En 1998 Kadhafi lance la CEN SAD  Communauté des Etats Sahélo-Sahariens  qui se fixe les objectifs suivants

 

 

La Communauté des Etats Sahélo-sahariens (Community of Sahel-Saharan States – CEN SAD) est l’une des Communautés Economiques Régionales du continent (CER / Regional Economic Communities – RECs) agréées par l’Union Africaine.

L’Union Africaine reconnait actuellement huit CER, chacun d’entre eux jouant un rôle clé dans le travail d’intégration africaine

Les CER sont des regroupements régionaux d’Etats africains, légalement constitués par un traité, et dont l’intégration est le principal objectif.
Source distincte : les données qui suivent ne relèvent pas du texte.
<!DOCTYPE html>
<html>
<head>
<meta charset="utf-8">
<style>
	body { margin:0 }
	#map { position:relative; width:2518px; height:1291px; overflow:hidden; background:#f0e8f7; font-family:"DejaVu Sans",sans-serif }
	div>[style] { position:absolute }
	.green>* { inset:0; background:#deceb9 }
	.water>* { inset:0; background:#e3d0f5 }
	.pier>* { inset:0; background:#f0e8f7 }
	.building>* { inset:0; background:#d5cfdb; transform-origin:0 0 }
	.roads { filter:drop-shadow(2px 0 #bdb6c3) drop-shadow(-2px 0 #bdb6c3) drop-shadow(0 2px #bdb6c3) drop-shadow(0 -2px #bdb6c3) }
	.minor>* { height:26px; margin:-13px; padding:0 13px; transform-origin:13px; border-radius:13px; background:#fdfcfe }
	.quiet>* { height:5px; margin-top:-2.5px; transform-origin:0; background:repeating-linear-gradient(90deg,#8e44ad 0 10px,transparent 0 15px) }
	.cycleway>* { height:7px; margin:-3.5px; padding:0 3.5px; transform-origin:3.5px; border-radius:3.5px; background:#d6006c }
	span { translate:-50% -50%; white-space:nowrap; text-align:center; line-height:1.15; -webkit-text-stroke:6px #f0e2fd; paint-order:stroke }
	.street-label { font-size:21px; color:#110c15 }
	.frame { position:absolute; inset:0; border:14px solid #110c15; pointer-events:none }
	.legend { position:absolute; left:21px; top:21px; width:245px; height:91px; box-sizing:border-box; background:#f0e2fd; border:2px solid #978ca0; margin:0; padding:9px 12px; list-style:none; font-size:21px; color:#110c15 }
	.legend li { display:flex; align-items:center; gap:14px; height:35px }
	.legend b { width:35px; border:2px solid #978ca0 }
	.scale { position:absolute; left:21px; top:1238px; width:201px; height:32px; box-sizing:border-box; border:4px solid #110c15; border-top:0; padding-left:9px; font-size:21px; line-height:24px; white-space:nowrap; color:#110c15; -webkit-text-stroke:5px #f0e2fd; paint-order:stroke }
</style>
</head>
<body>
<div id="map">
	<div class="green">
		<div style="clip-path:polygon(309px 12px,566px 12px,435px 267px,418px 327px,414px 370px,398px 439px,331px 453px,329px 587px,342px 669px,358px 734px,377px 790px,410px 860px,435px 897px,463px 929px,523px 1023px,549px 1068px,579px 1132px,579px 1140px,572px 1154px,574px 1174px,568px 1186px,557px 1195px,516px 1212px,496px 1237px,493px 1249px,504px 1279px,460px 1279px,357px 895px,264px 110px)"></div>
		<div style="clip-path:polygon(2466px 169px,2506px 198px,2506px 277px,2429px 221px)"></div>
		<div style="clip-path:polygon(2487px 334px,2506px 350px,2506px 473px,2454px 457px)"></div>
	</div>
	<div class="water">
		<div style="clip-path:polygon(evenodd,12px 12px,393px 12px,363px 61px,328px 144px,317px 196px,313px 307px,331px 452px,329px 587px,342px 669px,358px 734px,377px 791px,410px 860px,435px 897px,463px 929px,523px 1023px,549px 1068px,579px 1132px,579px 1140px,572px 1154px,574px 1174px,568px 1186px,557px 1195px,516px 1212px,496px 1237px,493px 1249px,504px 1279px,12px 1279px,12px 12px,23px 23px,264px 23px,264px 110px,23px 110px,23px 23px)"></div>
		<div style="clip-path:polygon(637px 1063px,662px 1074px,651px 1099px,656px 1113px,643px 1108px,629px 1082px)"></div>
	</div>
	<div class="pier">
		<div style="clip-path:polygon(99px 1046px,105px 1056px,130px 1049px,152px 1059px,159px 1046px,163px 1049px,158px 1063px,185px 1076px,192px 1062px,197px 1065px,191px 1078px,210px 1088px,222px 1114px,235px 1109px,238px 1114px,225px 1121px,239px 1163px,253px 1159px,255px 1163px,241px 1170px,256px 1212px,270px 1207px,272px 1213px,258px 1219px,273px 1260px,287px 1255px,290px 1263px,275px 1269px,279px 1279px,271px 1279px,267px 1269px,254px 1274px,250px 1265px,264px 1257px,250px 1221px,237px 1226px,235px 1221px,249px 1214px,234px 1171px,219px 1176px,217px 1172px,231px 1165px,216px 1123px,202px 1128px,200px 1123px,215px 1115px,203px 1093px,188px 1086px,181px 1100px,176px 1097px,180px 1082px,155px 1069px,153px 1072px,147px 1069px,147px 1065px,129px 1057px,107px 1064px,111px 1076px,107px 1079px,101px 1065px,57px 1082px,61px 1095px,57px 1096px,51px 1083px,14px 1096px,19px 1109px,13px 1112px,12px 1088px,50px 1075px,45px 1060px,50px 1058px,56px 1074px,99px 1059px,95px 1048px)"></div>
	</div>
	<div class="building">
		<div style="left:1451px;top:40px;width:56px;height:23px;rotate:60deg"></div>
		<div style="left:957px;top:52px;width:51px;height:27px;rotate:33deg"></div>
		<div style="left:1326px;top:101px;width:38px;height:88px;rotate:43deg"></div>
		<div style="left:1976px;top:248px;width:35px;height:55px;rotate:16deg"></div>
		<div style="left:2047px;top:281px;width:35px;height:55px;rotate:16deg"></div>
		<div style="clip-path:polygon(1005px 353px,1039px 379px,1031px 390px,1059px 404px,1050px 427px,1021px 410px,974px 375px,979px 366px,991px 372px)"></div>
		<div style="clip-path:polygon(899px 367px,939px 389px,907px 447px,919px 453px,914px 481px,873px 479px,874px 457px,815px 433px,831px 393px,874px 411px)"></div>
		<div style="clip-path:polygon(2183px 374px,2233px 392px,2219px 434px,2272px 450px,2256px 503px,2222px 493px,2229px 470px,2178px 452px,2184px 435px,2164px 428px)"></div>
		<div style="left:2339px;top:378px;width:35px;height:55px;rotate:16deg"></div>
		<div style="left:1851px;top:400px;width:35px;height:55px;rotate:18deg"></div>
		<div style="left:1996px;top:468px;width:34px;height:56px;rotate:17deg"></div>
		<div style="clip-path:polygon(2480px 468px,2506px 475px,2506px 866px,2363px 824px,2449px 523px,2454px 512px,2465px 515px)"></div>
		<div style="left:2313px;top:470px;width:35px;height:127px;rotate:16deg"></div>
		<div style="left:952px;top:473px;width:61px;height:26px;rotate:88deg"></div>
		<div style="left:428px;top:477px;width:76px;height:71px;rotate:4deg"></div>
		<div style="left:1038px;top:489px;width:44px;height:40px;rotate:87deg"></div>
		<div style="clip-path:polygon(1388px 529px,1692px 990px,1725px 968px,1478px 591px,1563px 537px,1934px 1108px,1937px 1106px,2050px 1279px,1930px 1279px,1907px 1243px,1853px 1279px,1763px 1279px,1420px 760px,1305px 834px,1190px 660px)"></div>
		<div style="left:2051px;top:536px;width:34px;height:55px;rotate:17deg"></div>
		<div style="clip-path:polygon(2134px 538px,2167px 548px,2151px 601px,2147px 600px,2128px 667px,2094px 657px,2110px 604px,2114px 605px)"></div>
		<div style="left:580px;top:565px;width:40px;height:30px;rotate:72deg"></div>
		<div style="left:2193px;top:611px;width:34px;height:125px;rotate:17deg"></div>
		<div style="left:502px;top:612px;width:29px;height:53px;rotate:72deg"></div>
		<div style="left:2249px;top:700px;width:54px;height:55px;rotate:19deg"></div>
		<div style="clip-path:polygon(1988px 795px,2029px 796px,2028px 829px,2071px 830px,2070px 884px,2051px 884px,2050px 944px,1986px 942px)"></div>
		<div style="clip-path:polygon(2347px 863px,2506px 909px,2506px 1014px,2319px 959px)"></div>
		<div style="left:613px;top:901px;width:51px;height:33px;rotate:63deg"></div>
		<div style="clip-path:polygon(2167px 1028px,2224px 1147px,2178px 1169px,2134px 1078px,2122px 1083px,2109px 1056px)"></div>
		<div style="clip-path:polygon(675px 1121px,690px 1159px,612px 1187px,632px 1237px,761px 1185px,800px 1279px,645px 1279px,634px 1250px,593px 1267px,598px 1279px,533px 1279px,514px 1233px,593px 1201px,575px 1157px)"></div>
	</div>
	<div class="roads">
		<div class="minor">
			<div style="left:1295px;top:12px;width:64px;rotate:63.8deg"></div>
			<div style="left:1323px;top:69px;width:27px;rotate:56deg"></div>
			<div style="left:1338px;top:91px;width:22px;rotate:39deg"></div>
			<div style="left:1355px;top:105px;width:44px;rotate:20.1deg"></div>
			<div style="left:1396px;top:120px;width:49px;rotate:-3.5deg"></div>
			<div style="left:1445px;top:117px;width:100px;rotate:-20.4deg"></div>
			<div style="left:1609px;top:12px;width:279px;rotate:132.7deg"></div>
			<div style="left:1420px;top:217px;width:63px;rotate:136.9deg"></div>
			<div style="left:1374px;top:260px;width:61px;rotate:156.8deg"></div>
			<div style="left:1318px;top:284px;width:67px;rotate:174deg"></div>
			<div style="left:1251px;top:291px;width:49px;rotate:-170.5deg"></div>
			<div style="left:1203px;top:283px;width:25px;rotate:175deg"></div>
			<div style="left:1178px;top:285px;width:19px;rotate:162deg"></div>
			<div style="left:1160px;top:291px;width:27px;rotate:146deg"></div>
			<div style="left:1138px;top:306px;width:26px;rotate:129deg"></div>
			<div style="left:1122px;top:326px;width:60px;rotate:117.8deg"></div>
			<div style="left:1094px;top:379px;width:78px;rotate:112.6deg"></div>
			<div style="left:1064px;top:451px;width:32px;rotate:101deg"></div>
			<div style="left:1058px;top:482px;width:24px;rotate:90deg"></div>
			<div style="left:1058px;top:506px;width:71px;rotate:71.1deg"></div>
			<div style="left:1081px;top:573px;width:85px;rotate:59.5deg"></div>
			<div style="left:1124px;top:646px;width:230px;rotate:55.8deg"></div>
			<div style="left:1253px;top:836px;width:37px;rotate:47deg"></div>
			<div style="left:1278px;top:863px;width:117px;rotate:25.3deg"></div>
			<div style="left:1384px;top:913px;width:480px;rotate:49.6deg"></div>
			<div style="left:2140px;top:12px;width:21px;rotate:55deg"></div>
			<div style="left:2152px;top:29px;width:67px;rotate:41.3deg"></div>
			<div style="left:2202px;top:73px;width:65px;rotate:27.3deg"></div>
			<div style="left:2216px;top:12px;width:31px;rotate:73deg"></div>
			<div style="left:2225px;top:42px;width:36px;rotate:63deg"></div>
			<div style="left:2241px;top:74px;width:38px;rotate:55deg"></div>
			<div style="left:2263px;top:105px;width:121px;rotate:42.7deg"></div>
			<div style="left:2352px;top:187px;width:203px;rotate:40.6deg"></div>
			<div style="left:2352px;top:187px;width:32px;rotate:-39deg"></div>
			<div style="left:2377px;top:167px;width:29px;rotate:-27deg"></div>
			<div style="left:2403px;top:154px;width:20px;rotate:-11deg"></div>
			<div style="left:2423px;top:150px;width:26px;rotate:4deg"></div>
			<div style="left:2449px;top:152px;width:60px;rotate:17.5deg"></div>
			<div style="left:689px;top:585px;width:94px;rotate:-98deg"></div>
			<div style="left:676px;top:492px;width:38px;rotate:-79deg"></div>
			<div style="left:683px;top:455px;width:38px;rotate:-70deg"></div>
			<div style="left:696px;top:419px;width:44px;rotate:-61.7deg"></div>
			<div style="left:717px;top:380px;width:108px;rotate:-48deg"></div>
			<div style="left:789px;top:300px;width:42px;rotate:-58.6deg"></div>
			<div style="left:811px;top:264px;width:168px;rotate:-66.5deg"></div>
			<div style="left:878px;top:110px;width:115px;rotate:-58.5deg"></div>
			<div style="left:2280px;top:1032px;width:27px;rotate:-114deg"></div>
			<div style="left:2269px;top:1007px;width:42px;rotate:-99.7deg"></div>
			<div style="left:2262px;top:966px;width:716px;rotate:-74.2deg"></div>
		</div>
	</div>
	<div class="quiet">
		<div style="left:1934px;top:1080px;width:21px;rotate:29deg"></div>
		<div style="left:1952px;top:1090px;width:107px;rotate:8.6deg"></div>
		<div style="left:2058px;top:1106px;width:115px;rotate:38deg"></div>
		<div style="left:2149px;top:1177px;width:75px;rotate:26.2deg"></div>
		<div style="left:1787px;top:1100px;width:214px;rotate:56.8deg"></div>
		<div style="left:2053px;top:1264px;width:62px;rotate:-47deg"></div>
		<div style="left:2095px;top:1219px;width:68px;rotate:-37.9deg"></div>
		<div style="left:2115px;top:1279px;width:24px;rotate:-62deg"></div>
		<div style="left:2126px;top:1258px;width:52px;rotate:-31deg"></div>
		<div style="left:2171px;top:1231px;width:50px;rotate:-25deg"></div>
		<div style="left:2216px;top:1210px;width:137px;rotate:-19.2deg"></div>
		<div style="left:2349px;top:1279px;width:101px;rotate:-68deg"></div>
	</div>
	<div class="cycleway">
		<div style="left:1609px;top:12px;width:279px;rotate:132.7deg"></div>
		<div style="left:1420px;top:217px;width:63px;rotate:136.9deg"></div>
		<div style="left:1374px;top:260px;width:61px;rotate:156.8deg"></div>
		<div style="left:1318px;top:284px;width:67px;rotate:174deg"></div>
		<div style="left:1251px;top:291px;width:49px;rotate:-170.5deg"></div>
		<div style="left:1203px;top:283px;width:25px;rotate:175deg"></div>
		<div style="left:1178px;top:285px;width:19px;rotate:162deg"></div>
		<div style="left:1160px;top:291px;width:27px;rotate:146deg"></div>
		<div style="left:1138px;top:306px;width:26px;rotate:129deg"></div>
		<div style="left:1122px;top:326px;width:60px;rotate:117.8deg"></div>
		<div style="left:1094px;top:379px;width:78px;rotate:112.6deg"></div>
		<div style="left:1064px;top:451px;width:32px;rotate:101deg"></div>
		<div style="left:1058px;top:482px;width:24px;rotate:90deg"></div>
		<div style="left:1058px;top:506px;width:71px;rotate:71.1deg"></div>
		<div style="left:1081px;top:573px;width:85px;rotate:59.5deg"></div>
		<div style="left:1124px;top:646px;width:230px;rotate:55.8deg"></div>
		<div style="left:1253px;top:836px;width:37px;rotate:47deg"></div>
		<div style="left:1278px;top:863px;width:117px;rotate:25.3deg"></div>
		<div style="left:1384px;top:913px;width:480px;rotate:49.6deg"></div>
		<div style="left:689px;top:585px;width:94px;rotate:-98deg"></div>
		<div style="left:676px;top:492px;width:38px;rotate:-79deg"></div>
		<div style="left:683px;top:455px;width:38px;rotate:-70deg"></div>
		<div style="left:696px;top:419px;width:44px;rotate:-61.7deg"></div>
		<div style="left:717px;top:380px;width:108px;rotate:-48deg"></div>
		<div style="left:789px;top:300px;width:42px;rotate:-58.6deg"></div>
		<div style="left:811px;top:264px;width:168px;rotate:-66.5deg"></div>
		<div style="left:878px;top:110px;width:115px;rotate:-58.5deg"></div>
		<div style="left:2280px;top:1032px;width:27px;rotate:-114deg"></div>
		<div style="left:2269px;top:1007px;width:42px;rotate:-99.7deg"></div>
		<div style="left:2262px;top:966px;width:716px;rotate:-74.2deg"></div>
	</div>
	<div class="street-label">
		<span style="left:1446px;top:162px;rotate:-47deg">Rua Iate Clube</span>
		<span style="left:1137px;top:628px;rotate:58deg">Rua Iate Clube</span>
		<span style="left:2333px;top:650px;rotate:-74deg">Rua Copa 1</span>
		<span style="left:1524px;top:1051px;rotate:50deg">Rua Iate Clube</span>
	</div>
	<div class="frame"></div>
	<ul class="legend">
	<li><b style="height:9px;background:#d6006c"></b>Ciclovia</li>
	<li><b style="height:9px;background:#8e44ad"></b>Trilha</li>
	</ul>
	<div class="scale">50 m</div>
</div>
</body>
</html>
Les missions de  la CEN SAD

 
 
  • l’établissement d’une Union Economique globale basée sur la mise en œuvre d’un plan de développement communautaire qui vient compléter et appuyer les plans nationaux de développement des pays membres et qui englobe les différents domaines du développement économique et social, durable: agriculture, industrie, énergétique, social, culturel, santé…
  • La suppression de toutes les restrictions qui entravent le rassemblement des pays membres par la prise de mesures nécessaires pour assurer :
  • La libre circulation des personnes, des capitaux et des intérêts des ressortissants des Etats membres
  • La liberté de séjour, de propriété et d’exercice de l’activité économique
  • La liberté d’échange et de circulation des biens, des produits et services originaires des Etats membres
  • La promotion du commerce extérieur par une politique d’investissement dans les Etats membres.
  • Le développement entre les Etats membres des moyens de transport et de communication terrestre, aérien et maritime et l’exécution de projets communs.
  • La reconnaissance aux ressortissants des autres pays membres des mêmes droits, avantages et devoirs reconnus aux propres citoyens d’un pays membres conformément aux dispositions des constitutions respectives.
  • Harmonisation des systèmes éducatifs, pédagogiques, scientifiques et culturels des différents cycles d’éducation et de formation.

 

 

Les sommets successifs de la CEN-SAD vont démontrer l’intérêt des gouvernements africains de la région pour cette initiative de coopération régionale. Le nombre croissant des adhésions est là pour le démontrer           

 

Premier sommet – Syrte – 14 Avril 1999 : Libye, Burkina Faso, Mali, Tchad, Soudan, Niger  bientôt  rejoints par République centrafricaine et Erythrée

Second sommet : N’Djamena – 5 février 2000 : Sénégal, Gambie, Djibouti

Troisième sommet – Khartoum  12/13 Février 2002 : Egypte Maroc Tunisie Nigéria Somalie

Quatrième sommet –Syrte -  6/7 mars 2002 : Togo, Benin

Cinquième sommet – Bamako – Mai 2004 : Guinée-Bissau, Côte d’Ivoire

Sixième sommet – Adhésions du Ghana et de la Sierre Léone

Septième sommet – 2007 - : Guinée, Comores

Huitième sommet : Kenya, Mauritanie, Sao Tomé et principe

 

Bilan : en moins de dix ans et sous l’impulsion de la Libye qui accueille le siège de l’organisation la CEN-SAD a réussi à rassembler 28 pays qui regroupent 350 millions d’habitants et s’étend de l’Atlantique à l’Océan Indien, de la Méditerranée au Golfe de Guinée, c'est-à-dire pratiquement  sur toute la moitié nord du continent. N’y manquent que l’Algérie l’Ethiopie et la RASD non reconnue.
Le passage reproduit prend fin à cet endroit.